Method 200 next moves to 212 to store the data objects in the local partitions of a memory associated with the NUMA nodes of the NUMA system. For example, by examining the code of the program to be executed on NUMA system 100, a data object can be stored in the local partition of the NUMA node which has the processor that is the first to access the data object. For example, with reference to FIG. 1, if a processor 114 in NUMA node NN1 is the first to access a data object (via a requested memory address), then method 200 stores the data object in the local partition LP1 of NUMA node NN1.
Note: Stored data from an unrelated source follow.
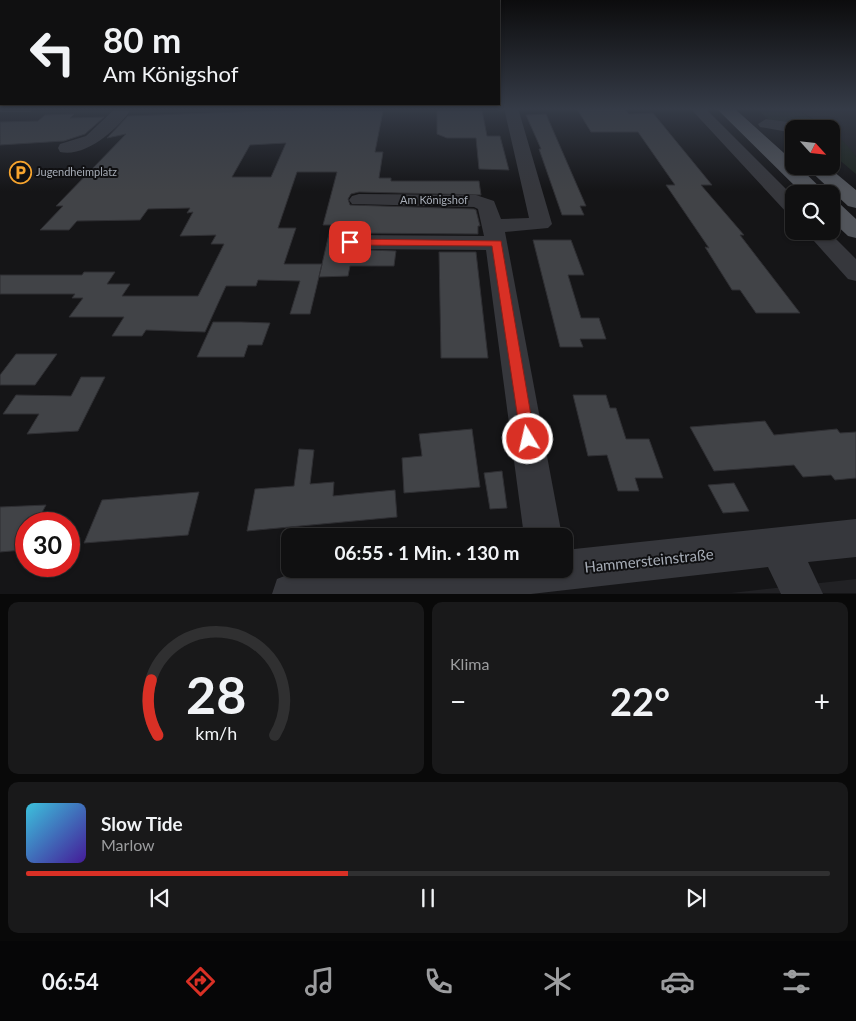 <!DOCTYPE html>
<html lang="de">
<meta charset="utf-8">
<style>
body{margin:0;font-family:Lato,sans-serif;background:#19191a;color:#f1f3f6;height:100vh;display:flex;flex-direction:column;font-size:19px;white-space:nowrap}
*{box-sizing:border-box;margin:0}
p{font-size:16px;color:#9c9d9f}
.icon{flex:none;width:28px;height:28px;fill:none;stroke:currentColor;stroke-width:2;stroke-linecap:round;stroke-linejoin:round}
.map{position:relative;height:594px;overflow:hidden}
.panel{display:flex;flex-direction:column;gap:8px;padding:8px;background:#090909;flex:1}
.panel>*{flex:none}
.top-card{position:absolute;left:0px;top:0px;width:500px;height:105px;box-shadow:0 1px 4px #0004,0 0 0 1px #303031;background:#101011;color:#f1f3f6;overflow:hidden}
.needle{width:32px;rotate:117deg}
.fabs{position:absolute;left:785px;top:120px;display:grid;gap:10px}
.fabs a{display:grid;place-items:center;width:55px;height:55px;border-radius:10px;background:#101011;box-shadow:0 1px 4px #0004,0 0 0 1px #303031;font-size:25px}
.speed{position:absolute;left:15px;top:512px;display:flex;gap:10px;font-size:25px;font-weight:700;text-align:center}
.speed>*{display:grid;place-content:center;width:65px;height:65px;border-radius:50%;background:#101011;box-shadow:0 1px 4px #0004,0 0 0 1px #303031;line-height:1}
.speed .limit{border:8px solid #d22;background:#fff;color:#111}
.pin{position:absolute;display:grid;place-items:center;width:42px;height:42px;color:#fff;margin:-21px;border-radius:10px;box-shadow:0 2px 8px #0006}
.me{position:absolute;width:55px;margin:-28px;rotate:351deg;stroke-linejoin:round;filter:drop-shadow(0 0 4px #0008)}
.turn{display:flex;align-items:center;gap:18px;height:105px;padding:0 20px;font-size:22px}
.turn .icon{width:65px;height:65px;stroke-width:2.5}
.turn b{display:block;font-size:35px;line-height:42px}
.big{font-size:38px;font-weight:700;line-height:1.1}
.panel .tile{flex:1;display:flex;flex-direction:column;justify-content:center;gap:8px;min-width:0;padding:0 18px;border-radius:10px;background:#19191a}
.panel .dial{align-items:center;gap:0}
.dial svg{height:130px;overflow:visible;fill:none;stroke:#303031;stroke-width:7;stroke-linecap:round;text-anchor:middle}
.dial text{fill:#f1f3f6;stroke:none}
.song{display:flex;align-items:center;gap:15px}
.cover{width:60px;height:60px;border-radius:8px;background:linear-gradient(135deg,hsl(190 70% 55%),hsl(260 70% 35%))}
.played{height:5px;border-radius:2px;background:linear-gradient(90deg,#d93025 40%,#303031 40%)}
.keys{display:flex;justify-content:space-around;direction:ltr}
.heat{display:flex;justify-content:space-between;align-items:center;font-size:28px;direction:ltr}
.panel .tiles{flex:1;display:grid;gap:8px;grid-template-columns:1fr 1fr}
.tile:last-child{grid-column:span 2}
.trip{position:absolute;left:281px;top:528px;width:292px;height:50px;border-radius:10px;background:#101011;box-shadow:0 1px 4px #0004,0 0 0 1px #303031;font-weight:700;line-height:50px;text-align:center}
.dock{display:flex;height:80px;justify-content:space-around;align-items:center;background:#060607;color:#9c9d9f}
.dock .icon{width:35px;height:35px}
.dock .selected{color:#d93025}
.dock b{font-size:22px;color:#f1f3f6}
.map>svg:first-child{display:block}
.built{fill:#212124}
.green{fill:#1d251e}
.building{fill:#414347;stroke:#2f2f33;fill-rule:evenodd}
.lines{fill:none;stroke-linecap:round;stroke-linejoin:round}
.minor{fill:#36373c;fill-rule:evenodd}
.major{fill:#52555b;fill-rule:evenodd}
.route{fill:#d93025;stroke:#8d1f18}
.labels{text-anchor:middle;stroke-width:4;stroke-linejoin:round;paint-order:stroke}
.far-poi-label{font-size:11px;fill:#a7adb7;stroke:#101012;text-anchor:start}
.far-street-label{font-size:11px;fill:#a7adb7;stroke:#101012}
.near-street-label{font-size:15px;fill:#a7adb7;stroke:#101012}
</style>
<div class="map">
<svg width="856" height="594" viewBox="0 0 856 594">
<rect width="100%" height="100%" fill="#151517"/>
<!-- built -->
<path class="built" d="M 794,108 L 856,108 L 856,157 L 831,129 Z
M 856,579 L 856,593 L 731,593 Z"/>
<!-- green -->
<path class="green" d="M 756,108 L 794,108 L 828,129 L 810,129 L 771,122 Z
M 831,131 C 837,134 854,152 856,157 C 856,161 856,169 856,174 L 831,153 L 831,136 L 836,134 Z"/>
<!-- building -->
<path class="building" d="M 321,109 L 321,111 L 383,111 L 375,152 L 383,152 L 379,178 L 391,178 L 391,181 L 479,181 L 481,195 L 359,192 L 351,194 L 348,199 L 350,205 L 474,209 L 476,210 L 480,226 L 478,226 L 478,234 L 350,233 L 342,235 L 337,241 L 342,249 L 396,251 L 394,266 L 350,266 L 348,276 L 319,277 L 331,225 L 323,225 L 337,172 L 297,172 L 278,228 L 296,228 L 284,264 L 322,264 L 310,314 L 290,314 L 300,281 L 258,280 L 256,286 L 226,286 L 205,332 L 146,330 L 142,336 L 112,336 L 124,317 L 69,317 L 83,298 L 72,298 L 75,294 L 0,294 L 0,275 L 82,275 L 84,272 L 115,272 L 107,284 L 130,284 L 122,296 L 198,296 L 224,244 L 211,244 L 216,235 L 180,236 L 193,212 L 187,213 L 190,208 L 148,209 L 140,220 L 77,221 L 69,230 L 40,230 L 63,206 L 56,206 L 126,134 L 107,138 L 128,116 ZM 286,143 L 271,177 L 232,177 L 250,145 Z
M 577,109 L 625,109 L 629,114 L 653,113 L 712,185 L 701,185 L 744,235 L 740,235 L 800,313 L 756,313 L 740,290 L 732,290 L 705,247 L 709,248 L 666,185 L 675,185 L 638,132 L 591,132 Z
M 437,110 L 482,110 L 487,136 L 500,136 L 509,170 L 479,169 L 476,138 L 447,138 L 437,134 Z
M 74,114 L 70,118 L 104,117 L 85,134 L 64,141 L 0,145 L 0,122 L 38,121 L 45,115 Z
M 546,114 L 586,206 L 580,206 L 584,215 L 562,215 L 539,149 L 541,149 L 526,115 Z
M 533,240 L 571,240 L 584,275 L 568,275 L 581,318 L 599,318 L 606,339 L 580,339 L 583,347 L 560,347 Z
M 439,252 L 476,252 L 488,358 L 441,358 Z
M 213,322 L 241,322 L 270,323 L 262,345 L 248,345 L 244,357 L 197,357 Z
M 16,354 L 57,354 L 35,385 L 0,385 L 0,375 Z
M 81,377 L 105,377 L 78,431 L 27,434 L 39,414 L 3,414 L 16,395 L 71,396 Z
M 573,395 L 606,395 L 610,408 L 616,408 L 626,439 L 649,439 L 663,478 L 635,478 L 639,491 L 618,491 L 607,455 L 588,456 Z
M 765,421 L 774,435 L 837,429 L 840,433 L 856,432 L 856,478 L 835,480 L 831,475 L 803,477 L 794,465 L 714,471 L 690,427 Z
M 472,429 L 480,487 L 404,493 L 402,458 L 422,456 L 419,434 Z
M 299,449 L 314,450 L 310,484 L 334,482 L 333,496 L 395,490 L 397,517 L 247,531 L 255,489 L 294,486 Z
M 502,471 L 507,508 L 490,509 L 484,473 Z
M 734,483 L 749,511 L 723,513 L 708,485 Z
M 199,492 L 188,535 L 84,543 L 102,500 Z
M 46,505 L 36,524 L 26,524 L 26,543 L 23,550 L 0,552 L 0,507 Z"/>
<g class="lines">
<!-- minor -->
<path class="minor" d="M 0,108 L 37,108 L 30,112 L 0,112 Z
M 116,108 L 132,108 C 119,128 86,158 60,152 L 58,148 L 60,144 L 86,136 Z
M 504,108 L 518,108 L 552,224 L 548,228 L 505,232 L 562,536 L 524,536 L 486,250 L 350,249 L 342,247 L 339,242 L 342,237 L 350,235 L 484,236 L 478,209 L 474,207 L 352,204 L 349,200 L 352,196 L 359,194 L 476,195 L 494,201 L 501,219 L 529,218 Z
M 690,108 L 705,108 L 794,197 L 794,215 L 787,213 Z
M 766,119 L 795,123 L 814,122 L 822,127 L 794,129 L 794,133 L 760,127 L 758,124 Z
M 805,231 L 828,231 L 856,259 L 856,281 L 848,279 Z
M 856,519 L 856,557 L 808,562 L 823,594 L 781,594 L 768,567 L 531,594 L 272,594 L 277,579 L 292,573 L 349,569 L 565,569 L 565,550 Z"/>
<!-- major -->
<path class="major" d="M 716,108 L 734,108 L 794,162 L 794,166 L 798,166 L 827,194 L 803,194 Z
M 805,166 L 827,166 L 856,190 L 856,208 L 848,206 Z
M 831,201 L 839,203 L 856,219 L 856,238 L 848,236 L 831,220 Z"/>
</g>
<!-- sky -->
<linearGradient id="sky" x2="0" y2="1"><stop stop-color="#0c0c0d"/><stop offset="0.57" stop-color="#353b47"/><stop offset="1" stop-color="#353b47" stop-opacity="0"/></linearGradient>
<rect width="856" height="191" fill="url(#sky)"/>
<!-- route -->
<path class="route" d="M 350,239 L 501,241 L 535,439 L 533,443 L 528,445 L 523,443 L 521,439 L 492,246 L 347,245 L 347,240 Z"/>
<!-- icons -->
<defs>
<symbol id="parking-ring" viewBox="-11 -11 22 22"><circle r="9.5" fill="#101012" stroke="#f6a42e" stroke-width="1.5"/><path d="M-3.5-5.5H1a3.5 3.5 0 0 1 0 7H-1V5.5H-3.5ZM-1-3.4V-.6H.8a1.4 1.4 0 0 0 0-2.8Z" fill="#f6a42e"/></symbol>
</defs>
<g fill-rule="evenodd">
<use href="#parking-ring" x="8" y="160" width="25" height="25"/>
</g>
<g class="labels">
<!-- far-poi labels -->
<g class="far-poi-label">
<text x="36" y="176">Jugendheimplatz</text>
</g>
<!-- far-street labels -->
<g class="far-street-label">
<text x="434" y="204">Am Königshof</text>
</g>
<!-- near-street labels -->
<g class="near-street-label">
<text transform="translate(649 561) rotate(-6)" y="5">Hammersteinstraße</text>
</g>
</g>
</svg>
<div class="fabs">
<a><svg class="needle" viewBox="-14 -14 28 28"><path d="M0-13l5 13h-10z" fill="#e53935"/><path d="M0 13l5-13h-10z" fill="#9c9d9f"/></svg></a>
<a><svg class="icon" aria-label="search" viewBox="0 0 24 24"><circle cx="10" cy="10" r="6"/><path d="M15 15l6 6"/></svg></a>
</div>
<div class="speed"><div class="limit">30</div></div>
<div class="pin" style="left:350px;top:242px;background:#d93025"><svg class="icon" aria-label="arrive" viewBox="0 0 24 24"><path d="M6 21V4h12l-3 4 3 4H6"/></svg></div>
<svg class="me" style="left:528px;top:439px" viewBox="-20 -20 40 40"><circle r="17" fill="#d93025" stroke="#fff" stroke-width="3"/><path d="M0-11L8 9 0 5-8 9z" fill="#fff"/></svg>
<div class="trip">06:55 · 1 Min. · 130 m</div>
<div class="top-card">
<div class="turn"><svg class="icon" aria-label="left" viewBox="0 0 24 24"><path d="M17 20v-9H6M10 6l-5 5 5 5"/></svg><div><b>80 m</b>Am Königshof</div></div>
</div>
</div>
<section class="panel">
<div class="tiles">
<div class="tile dial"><svg viewBox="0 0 100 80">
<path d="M14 69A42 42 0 1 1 86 69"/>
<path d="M14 69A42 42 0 0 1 10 35" stroke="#d93025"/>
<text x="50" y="56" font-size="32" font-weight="700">28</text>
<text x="50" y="72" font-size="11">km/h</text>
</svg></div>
<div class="tile"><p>Klima</p>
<div class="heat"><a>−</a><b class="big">22°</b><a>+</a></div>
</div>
<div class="tile">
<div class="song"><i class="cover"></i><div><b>Slow Tide</b><p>Marlow</p></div></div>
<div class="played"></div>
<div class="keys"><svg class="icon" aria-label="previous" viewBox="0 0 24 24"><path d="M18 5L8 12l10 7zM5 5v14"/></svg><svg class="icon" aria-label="pause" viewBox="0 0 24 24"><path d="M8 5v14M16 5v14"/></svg><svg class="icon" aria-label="next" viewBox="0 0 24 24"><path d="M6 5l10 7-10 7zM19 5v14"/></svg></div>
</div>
</div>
</section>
<nav class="dock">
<b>06:54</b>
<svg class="icon selected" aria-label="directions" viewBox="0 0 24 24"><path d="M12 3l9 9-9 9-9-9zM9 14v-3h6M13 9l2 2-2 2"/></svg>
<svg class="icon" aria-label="music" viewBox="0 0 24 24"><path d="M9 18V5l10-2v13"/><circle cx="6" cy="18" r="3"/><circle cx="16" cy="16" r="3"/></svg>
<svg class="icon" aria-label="phone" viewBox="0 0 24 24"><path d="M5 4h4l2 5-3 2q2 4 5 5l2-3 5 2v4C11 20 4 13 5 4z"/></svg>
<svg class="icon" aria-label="climate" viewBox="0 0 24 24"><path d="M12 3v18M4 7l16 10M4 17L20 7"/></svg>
<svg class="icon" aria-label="car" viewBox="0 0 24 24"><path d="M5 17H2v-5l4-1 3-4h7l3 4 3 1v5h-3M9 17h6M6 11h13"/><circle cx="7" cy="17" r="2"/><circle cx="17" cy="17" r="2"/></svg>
<svg class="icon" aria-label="filters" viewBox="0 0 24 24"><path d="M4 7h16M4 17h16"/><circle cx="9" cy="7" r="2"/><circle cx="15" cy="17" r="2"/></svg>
</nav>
Following this, during execution of the program on a NUMA system, such as NUMA system 100, method 200 moves to 214 to use performance monitoring to sample a memory access request from a processor in a NUMA node of the NUMA system to generate a sampled memory request. A sampled memory request includes a requested memory address, which can be identified by a block number, a page number in the block, and a line number in the page. The sampled memory request also includes, for example, the requesting NUMA node (the identity of the NUMA node which output the memory access request that was sampled), and the storage NUMA node (the identity of the local partition that stores the requested memory address). In one embodiment, a record can be made of each memory access request made by each processor in each NUMA node. These records can then be sampled to obtain the sampled memory request, as a record is being made.
After this, method 200 moves to 216 to determine a requested data object (range of related memory addresses) from the requested memory address in the sampled memory request. In other words, method 200 determines a requested data object that is associated with the memory address in the memory access request.
For example, if the requested memory address in the sampled memory request falls within the range of memory addresses associated with a data object, then the data object is determined to be the requested data object. In an embodiment, the page number of the requested memory address can be used to identify the requested data object.
Method 200 next moves to 220 to record memory access information from the sampled memory request, such as the identity of the requesting NUMA node, the requested data object, the page number, and the identity of the storage NUMA node. The memory access information also includes timing and congestion data. Other relevant information can also be recorded.
Following this, method 200 moves to 222 to determine whether the size of the requested data object is a page or less, or more than a page. When the size of the requested data object is a page or less, method 200 moves to 224 to increment a count that measures the number of times that the requesting NUMA node has sought to access the requested data object, i.e., has generated a memory access request for a memory address in the range of the requested data object.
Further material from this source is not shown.